**Dataset records**
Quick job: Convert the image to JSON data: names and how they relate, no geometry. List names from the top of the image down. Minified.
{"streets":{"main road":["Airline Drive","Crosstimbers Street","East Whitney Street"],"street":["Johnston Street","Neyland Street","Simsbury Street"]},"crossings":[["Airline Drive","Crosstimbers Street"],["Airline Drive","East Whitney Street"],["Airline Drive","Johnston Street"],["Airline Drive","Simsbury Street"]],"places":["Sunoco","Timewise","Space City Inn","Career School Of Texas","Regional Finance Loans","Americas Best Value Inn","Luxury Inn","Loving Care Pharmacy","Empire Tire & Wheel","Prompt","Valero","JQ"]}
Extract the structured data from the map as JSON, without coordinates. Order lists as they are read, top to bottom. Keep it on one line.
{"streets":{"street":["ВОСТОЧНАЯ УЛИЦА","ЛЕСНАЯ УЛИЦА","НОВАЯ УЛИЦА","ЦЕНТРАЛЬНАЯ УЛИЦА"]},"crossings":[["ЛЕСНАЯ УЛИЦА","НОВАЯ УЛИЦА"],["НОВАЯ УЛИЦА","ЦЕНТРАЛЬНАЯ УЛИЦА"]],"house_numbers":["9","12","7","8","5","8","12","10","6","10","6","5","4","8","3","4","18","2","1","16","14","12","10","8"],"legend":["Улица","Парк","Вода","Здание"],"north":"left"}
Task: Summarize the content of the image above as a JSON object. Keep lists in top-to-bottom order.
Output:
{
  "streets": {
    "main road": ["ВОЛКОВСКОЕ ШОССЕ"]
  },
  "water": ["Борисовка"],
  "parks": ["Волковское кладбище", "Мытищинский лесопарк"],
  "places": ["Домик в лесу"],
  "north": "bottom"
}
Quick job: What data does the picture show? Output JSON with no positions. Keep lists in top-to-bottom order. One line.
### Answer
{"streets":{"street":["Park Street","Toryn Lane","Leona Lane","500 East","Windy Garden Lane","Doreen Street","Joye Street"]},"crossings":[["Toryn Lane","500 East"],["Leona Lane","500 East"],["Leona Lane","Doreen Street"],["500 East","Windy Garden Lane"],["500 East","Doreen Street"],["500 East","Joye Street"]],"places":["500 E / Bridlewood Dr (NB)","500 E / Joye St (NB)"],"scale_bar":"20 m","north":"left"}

**What needs to be done**
Whatever appears in the data above should be set down again exactly.

**Completed task**
Quick job: Convert the image to JSON data: names and how they relate, no geometry. List names from the top of the image down. Minified.
{"streets":{"main road":["Airline Drive","Crosstimbers Street","East Whitney Street"],"street":["Johnston Street","Neyland Street","Simsbury Street"]},"crossings":[["Airline Drive","Crosstimbers Street"],["Airline Drive","East Whitney Street"],["Airline Drive","Johnston Street"],["Airline Drive","Simsbury Street"]],"places":["Sunoco","Timewise","Space City Inn","Career School Of Texas","Regional Finance Loans","Americas Best Value Inn","Luxury Inn","Loving Care Pharmacy","Empire Tire & Wheel","Prompt","Valero","JQ"]}
Extract the structured data from the map as JSON, without coordinates. Order lists as they are read, top to bottom. Keep it on one line.
{"streets":{"street":["ВОСТОЧНАЯ УЛИЦА","ЛЕСНАЯ УЛИЦА","НОВАЯ УЛИЦА","ЦЕНТРАЛЬНАЯ УЛИЦА"]},"crossings":[["ЛЕСНАЯ УЛИЦА","НОВАЯ УЛИЦА"],["НОВАЯ УЛИЦА","ЦЕНТРАЛЬНАЯ УЛИЦА"]],"house_numbers":["9","12","7","8","5","8","12","10","6","10","6","5","4","8","3","4","18","2","1","16","14","12","10","8"],"legend":["Улица","Парк","Вода","Здание"],"north":"left"}
Task: Summarize the content of the image above as a JSON object. Keep lists in top-to-bottom order.
Output:
{
  "streets": {
    "main road": ["ВОЛКОВСКОЕ ШОССЕ"]
  },
  "water": ["Борисовка"],
  "parks": ["Волковское кладбище", "Мытищинский лесопарк"],
  "places": ["Домик в лесу"],
  "north": "bottom"
}
Quick job: What data does the picture show? Output JSON with no positions. Keep lists in top-to-bottom order. One line.
### Answer
{"streets":{"street":["Park Street","Toryn Lane","Leona Lane","500 East","Windy Garden Lane","Doreen Street","Joye Street"]},"crossings":[["Toryn Lane","500 East"],["Leona Lane","500 East"],["Leona Lane","Doreen Street"],["500 East","Windy Garden Lane"],["500 East","Doreen Street"],["500 East","Joye Street"]],"places":["500 E / Bridlewood Dr (NB)","500 E / Joye St (NB)"],"scale_bar":"20 m","north":"left"}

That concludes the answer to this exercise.